Hot summer weather is not uncommon in the Arctic Circle, but recent months have seen abnormally high temperatures
On Saturday the temperatures in the Arctic Circle are likely to have hit an all-time record, reaching a scorching 38C (100F) in Verkhoyansk, a Siberian town.
While the record still needs to be verified, but it appears to have been 18C higher than the average maximum daily temperature in June, reports the BBC.
Hot summer weather is not uncommon in the Arctic Circle, but recent months have seen abnormally high temperatures.
The Arctic is believed to be warming twice as fast as the global average.
Verkhoyansk, home to about 1,300 people, sits just inside the Arctic Circle, in remote Siberia. It has an extreme climate with temperatures plunging in January to an average maximum of -42C and then surging in June to 20C.
But a persistent heatwave this year in the Arctic Circle has worried meteorologists. In March, April and May, the Copernicus Climate Change service reported that the average temperature was around 10C above normal.
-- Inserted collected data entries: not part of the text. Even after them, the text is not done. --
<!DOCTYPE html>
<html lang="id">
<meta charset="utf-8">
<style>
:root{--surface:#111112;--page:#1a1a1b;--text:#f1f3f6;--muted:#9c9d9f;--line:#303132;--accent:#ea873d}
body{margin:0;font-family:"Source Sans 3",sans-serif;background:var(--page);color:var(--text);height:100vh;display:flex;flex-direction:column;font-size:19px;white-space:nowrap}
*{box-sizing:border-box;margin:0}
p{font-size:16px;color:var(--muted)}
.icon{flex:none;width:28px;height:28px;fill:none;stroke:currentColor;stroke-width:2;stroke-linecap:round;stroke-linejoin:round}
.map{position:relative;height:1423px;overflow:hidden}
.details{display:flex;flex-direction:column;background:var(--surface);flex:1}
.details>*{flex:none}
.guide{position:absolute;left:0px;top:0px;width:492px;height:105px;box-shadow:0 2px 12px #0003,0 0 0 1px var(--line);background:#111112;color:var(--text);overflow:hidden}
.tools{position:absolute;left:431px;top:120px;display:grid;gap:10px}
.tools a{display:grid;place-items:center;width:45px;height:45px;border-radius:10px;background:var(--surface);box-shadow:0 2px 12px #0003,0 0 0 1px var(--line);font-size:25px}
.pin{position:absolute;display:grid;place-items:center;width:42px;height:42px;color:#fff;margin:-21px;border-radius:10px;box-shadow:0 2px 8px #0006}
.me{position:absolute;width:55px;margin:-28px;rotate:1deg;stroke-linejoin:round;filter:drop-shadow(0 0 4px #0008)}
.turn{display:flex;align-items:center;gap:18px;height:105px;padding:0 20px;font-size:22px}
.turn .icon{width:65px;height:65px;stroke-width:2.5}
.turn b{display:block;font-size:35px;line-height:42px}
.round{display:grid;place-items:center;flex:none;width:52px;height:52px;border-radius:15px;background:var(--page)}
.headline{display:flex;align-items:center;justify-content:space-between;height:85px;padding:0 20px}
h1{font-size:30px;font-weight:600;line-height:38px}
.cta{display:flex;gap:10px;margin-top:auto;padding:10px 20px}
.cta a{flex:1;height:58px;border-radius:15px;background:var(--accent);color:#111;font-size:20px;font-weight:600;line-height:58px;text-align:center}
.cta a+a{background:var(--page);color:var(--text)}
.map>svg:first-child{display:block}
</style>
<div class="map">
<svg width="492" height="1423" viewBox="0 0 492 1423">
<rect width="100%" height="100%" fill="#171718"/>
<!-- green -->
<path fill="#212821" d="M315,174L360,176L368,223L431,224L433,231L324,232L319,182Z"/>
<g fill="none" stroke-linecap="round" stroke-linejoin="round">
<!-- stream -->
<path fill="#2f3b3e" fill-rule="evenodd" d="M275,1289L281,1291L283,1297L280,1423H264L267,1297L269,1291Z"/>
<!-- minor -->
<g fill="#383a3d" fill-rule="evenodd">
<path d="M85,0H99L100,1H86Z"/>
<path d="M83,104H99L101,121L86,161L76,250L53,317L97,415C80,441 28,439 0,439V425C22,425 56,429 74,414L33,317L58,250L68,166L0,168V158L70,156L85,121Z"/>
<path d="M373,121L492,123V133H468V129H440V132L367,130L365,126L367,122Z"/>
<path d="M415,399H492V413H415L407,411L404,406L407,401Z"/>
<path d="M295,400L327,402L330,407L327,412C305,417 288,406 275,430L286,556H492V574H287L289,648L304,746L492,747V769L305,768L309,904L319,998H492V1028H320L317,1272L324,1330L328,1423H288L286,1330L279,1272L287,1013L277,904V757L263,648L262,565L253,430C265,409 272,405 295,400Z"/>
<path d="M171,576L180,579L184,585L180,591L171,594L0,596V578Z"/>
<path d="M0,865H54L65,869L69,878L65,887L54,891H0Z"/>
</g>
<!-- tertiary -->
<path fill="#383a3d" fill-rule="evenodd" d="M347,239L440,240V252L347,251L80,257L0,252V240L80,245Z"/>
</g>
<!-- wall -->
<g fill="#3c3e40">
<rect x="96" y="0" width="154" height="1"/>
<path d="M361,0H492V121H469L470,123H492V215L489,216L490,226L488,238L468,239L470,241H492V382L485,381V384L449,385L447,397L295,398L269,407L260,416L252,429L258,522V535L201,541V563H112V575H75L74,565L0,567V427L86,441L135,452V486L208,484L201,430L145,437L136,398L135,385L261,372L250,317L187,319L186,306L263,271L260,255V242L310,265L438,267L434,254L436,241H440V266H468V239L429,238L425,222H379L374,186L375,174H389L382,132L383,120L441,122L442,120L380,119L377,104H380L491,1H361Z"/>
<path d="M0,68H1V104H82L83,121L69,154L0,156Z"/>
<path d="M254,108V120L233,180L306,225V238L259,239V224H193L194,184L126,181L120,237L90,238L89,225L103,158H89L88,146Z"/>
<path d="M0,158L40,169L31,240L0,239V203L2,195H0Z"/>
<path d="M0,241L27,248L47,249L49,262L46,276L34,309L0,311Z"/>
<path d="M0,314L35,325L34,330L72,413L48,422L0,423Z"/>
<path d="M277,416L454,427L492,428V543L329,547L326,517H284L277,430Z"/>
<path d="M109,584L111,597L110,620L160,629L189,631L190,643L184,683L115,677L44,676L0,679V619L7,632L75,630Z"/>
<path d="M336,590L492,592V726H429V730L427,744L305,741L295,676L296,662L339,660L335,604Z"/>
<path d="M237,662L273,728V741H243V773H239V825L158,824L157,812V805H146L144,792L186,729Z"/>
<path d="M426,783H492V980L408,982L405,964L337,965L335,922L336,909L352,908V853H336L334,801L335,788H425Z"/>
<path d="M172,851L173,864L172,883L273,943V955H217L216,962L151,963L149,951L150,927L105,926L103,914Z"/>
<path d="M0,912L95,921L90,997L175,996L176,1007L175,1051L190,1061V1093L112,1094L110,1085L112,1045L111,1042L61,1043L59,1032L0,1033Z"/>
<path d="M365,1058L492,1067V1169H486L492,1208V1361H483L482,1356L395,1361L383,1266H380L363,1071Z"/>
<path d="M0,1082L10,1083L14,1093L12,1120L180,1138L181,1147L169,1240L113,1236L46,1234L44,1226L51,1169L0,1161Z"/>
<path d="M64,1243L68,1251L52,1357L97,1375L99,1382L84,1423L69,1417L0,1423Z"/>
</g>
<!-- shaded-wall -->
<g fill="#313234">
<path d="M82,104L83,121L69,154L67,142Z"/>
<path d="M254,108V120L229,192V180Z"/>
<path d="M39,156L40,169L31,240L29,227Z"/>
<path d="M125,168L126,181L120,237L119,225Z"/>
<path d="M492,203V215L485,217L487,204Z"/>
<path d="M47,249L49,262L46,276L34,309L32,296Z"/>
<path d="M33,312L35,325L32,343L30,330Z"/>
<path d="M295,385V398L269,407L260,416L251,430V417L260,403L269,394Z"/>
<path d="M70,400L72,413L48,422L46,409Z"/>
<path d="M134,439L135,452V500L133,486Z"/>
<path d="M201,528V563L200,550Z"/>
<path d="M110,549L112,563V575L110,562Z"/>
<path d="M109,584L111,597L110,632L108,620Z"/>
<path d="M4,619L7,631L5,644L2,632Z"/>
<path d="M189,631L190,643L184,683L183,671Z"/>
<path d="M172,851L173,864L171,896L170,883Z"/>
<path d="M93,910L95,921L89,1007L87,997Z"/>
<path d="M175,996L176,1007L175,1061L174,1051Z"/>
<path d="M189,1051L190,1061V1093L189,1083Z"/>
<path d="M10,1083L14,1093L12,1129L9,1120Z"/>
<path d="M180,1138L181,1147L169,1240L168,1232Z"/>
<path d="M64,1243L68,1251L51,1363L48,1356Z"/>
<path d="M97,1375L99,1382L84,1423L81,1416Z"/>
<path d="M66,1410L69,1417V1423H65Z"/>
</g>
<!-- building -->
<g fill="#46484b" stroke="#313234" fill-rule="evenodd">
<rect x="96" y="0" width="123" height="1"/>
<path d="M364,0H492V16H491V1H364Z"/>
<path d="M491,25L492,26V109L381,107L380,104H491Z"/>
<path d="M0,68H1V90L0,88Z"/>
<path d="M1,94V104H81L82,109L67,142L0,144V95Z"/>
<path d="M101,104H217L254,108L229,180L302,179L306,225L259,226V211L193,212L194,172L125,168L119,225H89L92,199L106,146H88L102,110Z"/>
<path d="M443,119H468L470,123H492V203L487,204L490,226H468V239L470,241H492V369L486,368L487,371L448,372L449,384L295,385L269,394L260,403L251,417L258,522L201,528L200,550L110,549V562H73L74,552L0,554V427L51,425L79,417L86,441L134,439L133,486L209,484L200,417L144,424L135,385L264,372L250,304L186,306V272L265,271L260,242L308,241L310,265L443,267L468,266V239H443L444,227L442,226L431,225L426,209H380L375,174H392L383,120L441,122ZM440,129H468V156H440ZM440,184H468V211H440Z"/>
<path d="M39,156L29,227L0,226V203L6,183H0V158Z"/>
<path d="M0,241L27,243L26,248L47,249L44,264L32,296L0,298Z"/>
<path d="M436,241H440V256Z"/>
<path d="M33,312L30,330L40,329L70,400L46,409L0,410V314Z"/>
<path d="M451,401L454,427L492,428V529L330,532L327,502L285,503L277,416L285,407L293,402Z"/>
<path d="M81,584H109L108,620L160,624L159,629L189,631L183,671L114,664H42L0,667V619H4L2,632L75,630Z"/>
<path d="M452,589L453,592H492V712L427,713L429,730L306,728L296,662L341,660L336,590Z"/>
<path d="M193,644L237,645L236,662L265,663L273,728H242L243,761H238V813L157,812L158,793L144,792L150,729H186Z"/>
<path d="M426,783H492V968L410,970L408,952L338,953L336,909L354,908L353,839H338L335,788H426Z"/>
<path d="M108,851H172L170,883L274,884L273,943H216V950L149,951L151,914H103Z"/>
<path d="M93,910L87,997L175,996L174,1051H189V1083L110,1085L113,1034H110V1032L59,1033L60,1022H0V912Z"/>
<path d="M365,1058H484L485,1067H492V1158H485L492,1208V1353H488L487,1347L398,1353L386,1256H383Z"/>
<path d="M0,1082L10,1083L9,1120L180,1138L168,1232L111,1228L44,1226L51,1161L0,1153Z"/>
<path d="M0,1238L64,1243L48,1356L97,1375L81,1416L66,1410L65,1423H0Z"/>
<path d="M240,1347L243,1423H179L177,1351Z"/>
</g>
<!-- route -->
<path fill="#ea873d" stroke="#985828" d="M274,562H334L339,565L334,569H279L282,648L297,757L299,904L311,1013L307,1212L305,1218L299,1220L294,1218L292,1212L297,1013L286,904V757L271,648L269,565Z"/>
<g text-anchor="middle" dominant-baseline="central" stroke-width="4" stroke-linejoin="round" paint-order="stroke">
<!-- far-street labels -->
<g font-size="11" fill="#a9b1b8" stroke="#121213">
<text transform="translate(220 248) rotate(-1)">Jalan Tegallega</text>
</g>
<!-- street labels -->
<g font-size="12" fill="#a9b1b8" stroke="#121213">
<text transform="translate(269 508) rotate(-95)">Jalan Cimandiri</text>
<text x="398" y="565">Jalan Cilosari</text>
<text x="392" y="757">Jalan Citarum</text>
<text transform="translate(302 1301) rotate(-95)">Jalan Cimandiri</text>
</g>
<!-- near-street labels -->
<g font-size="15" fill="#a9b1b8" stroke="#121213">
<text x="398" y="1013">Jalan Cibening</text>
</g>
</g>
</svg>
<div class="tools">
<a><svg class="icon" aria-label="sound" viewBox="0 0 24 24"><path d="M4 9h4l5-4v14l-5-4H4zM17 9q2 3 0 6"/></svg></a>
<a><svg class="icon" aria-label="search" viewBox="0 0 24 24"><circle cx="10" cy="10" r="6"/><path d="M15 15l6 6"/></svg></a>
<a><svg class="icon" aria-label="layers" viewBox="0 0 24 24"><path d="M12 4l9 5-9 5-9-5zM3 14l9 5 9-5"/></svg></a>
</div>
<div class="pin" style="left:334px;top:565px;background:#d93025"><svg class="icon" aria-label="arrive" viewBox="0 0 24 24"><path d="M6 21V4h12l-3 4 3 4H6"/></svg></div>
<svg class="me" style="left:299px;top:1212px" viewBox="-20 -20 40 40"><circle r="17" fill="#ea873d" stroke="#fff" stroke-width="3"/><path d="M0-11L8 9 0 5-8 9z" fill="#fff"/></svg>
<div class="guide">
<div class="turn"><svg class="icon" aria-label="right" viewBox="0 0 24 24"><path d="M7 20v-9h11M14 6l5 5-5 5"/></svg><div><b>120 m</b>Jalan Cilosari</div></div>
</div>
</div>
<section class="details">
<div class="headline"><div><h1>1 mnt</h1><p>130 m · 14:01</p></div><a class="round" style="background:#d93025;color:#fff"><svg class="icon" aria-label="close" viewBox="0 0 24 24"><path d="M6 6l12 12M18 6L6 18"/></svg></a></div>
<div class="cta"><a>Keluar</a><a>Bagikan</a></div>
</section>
Earlier in June, parts of Siberia recorded 30C, while in May, Khatanga in Russia - situated in the Arctic Circle at 72 degrees north - set a new May temperature record of 25.4C.
"Year-on-year temperature records are being broken around the world, but the Arctic is warming faster than anywhere else on Earth," said Dr Dann Mitchell, associate professor in atmospheric science at the University of Bristol. "So it is unsurprising to see records being broken in this region. We will see more of this in the near future."